Wherever a line in the records below contains "JSON", copy that line.

(The data)
[Start of section]

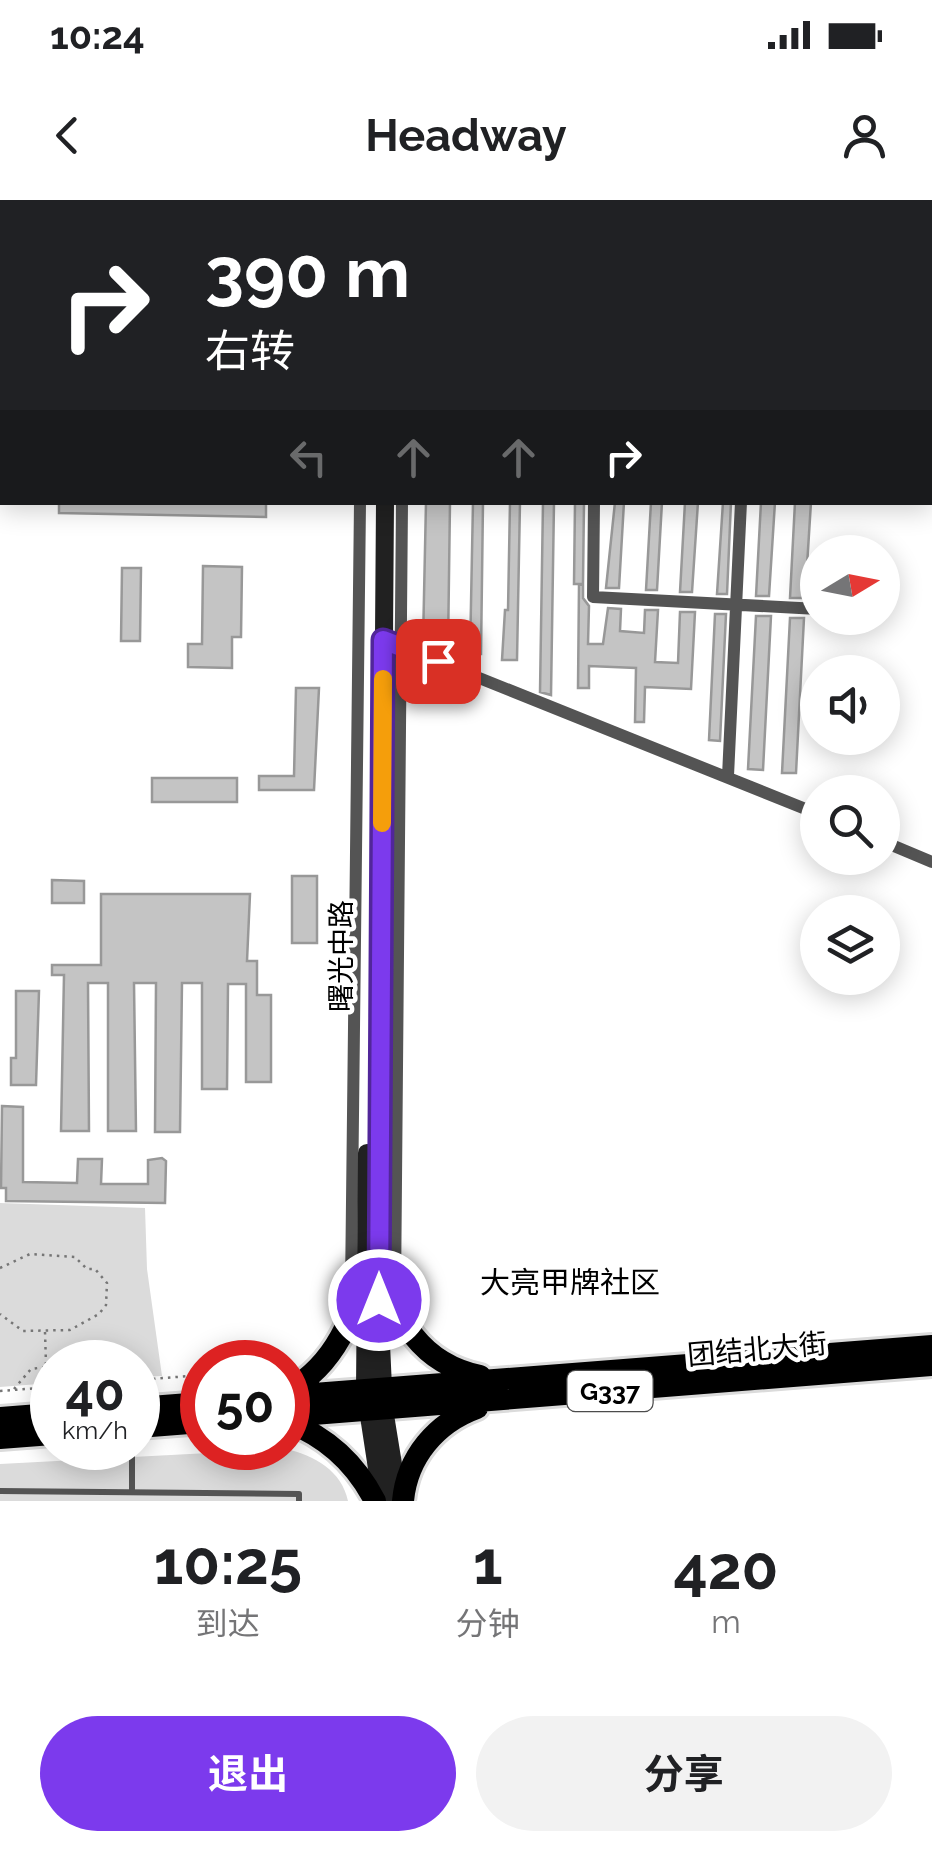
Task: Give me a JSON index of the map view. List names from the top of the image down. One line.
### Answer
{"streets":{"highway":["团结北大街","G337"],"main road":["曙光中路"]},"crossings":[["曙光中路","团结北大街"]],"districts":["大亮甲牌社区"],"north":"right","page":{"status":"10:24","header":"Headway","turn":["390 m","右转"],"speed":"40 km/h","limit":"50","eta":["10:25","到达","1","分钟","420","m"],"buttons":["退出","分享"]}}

[End of section]
[Start of section]

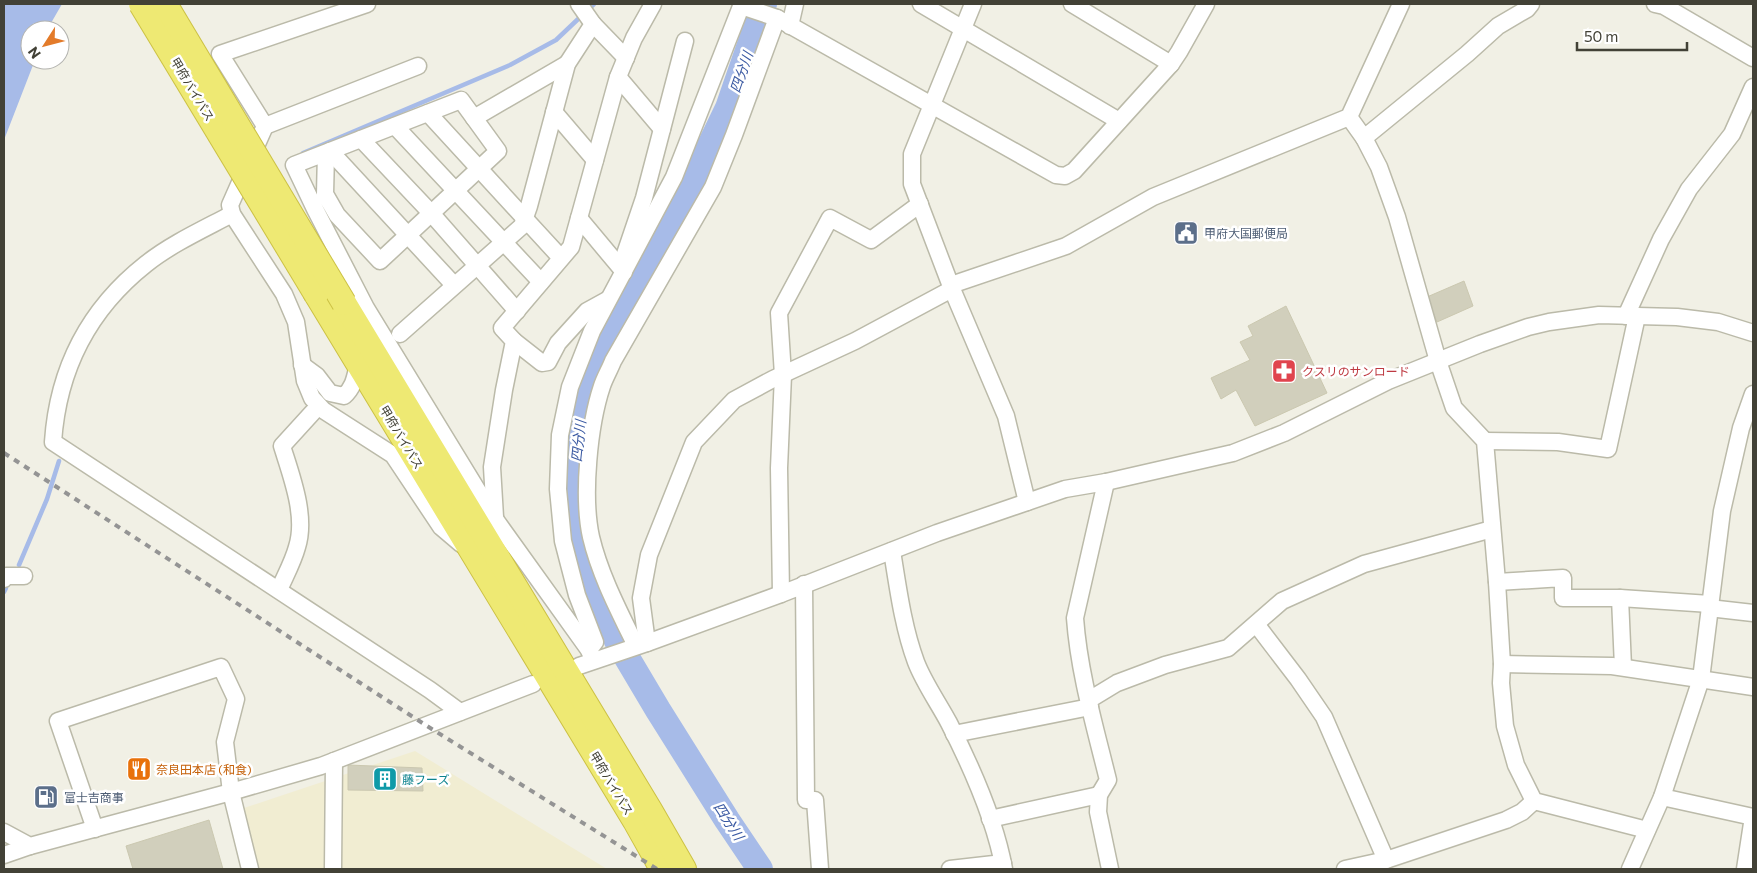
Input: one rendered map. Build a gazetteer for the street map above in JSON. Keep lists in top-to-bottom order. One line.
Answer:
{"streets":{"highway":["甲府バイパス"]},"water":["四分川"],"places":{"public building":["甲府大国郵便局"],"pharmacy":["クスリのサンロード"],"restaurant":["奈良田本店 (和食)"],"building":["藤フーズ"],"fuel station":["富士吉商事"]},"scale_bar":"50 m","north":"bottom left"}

[End of section]

(Written answer)
Task: Give me a JSON index of the map view. List names from the top of the image down. One line.
Input: one rendered map. Build a gazetteer for the street map above in JSON. Keep lists in top-to-bottom order. One line.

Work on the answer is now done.